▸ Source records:
══════════════════════════════

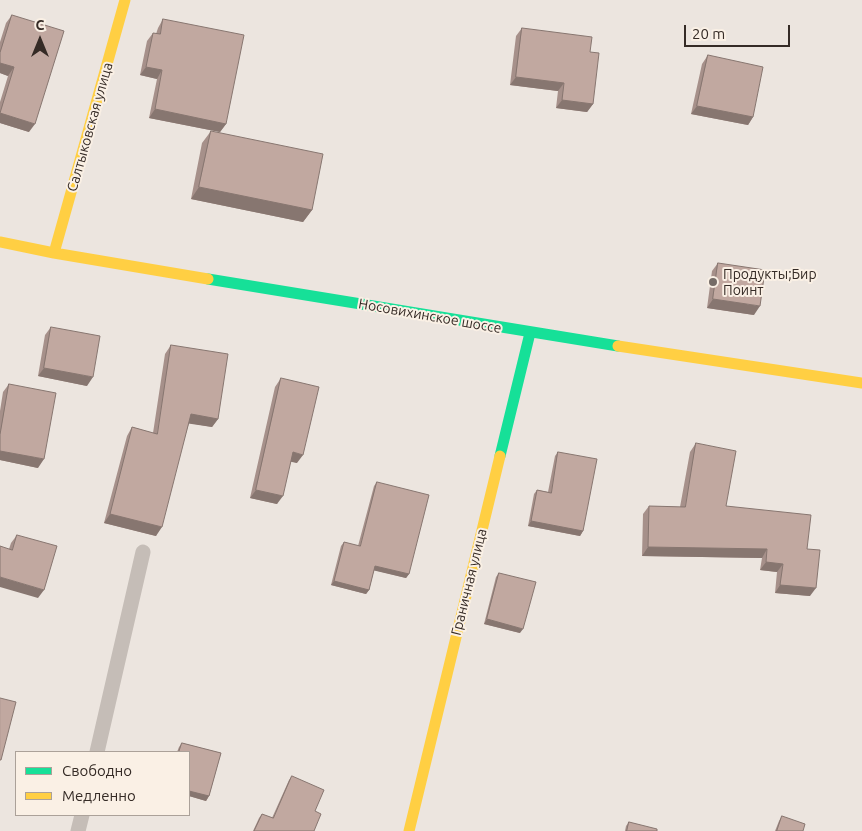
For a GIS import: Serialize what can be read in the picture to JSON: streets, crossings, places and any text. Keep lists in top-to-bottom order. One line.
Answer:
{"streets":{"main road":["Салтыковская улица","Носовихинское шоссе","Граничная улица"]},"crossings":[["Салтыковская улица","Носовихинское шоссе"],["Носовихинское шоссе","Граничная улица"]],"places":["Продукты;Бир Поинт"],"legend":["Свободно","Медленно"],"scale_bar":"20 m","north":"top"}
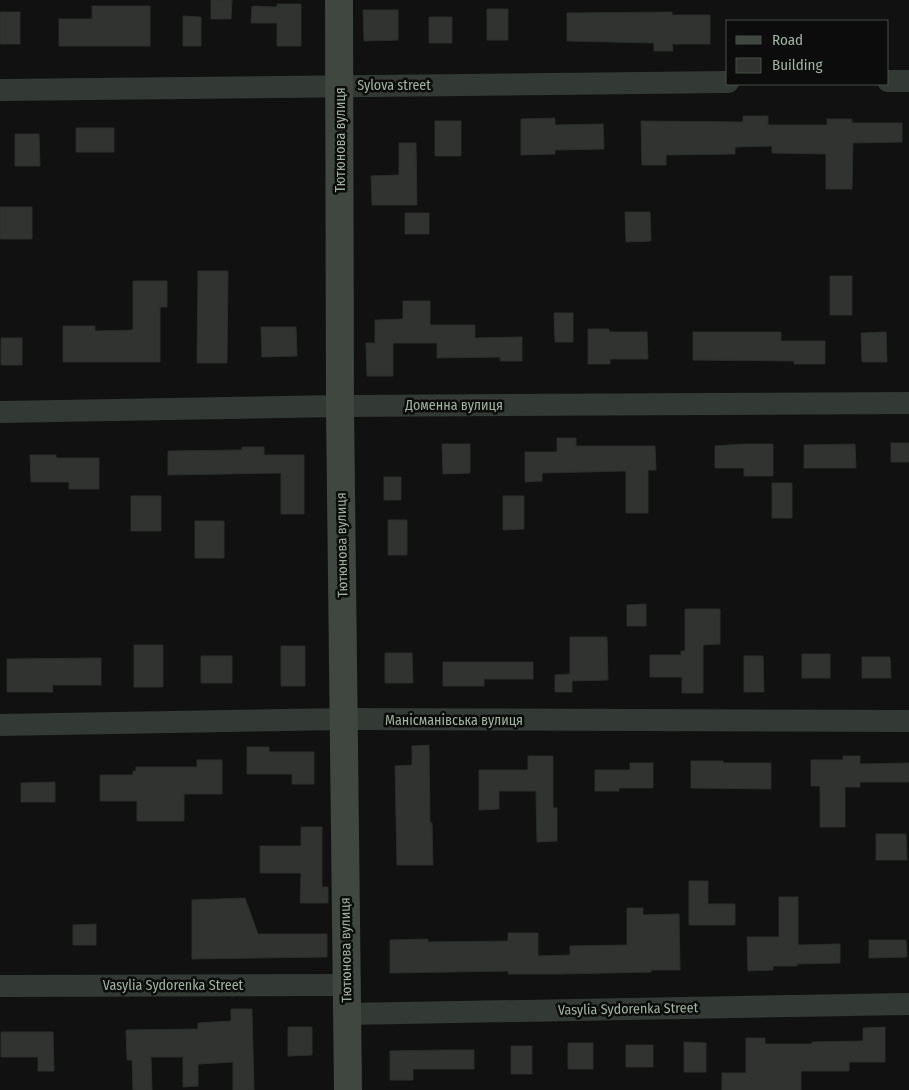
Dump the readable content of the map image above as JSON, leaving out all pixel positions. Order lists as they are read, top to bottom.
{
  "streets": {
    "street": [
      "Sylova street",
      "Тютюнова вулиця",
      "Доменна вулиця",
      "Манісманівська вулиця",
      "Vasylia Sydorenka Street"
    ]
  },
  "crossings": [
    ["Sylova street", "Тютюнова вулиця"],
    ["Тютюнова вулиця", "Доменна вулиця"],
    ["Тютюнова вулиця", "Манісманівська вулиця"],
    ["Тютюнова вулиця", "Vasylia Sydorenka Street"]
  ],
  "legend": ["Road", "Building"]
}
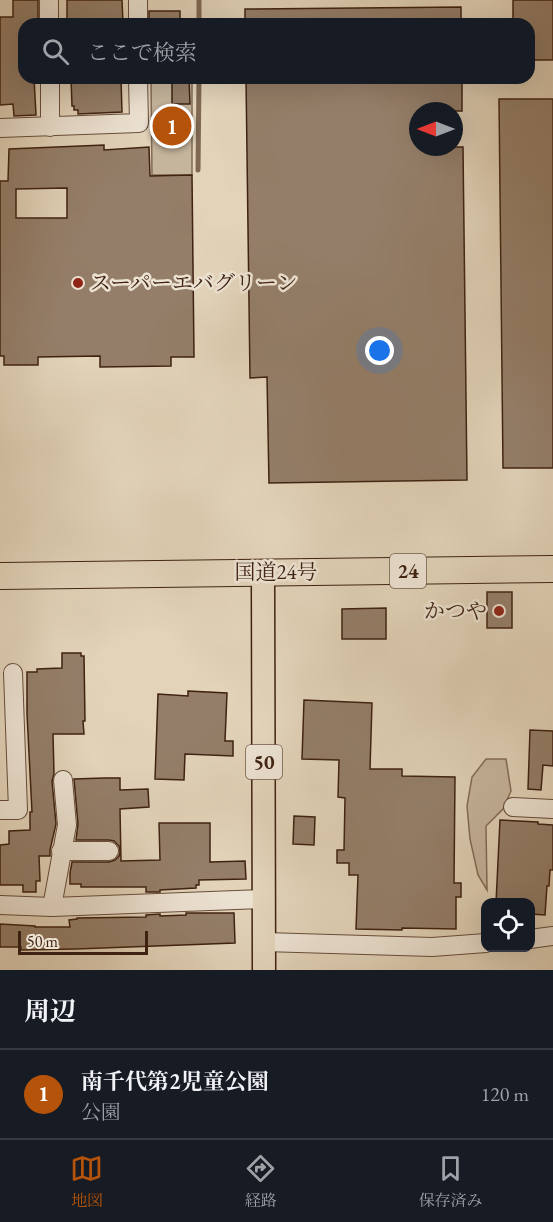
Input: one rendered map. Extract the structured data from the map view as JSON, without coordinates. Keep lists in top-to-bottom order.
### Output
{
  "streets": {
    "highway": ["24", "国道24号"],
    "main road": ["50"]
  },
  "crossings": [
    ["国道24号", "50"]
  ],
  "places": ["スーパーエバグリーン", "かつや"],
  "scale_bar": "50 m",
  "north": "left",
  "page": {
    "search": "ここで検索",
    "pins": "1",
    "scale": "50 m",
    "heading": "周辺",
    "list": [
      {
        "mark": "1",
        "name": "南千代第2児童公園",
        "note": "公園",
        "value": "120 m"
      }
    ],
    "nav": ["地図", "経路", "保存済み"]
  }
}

══════════════════════════════

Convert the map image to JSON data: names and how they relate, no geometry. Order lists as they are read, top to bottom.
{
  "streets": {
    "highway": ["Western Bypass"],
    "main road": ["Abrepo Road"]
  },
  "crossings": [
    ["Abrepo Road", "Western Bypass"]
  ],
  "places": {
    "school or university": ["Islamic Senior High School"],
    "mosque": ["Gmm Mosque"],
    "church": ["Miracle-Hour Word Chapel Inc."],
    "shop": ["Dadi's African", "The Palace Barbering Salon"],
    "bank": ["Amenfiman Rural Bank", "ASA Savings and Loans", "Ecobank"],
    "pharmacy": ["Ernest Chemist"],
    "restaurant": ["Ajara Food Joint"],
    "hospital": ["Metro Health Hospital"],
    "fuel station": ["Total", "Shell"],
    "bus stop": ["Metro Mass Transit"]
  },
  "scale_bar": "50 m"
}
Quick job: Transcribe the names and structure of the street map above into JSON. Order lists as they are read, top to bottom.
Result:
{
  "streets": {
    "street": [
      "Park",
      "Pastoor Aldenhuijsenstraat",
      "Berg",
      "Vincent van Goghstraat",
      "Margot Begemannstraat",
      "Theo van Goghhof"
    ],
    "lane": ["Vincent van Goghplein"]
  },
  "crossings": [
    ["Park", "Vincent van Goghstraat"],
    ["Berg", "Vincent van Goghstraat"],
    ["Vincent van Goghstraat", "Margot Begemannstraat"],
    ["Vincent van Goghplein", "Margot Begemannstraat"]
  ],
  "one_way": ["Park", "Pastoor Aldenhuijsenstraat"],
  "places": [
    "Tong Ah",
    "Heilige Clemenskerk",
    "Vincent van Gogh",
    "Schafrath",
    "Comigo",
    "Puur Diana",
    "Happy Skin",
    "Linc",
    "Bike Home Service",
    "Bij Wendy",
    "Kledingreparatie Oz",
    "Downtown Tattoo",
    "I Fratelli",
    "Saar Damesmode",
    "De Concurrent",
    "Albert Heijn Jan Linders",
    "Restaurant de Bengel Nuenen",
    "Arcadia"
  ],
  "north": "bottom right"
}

══════════════════════════════

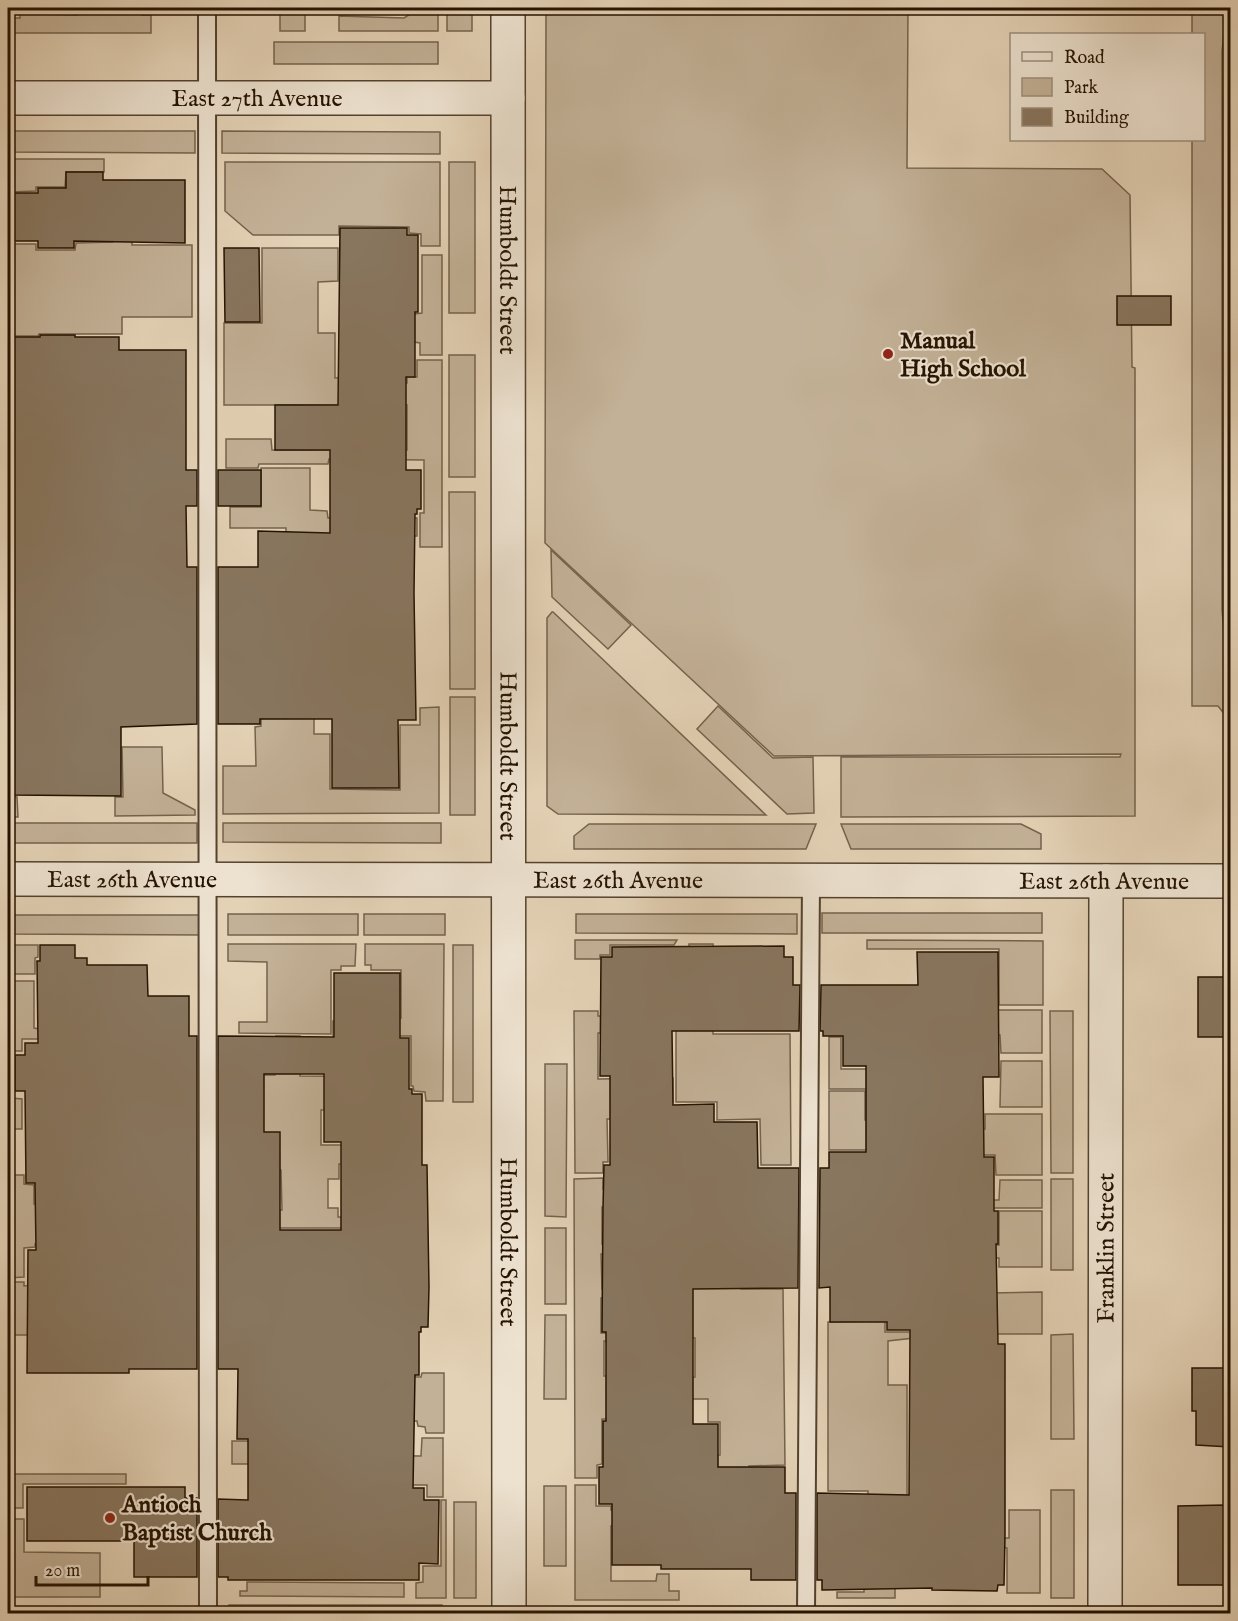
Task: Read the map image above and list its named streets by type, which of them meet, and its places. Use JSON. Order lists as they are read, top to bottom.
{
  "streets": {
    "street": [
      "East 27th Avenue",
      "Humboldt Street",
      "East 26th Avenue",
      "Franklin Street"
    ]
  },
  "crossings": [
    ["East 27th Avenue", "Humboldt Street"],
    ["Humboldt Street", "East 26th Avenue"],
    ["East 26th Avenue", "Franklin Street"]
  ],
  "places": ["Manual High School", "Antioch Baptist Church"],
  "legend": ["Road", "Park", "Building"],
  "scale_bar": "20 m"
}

══════════════════════════════

▸ What you will do: Across all the entries, how many lines hold the string "Keep"? Only the number is needed.

▸ Written response: 2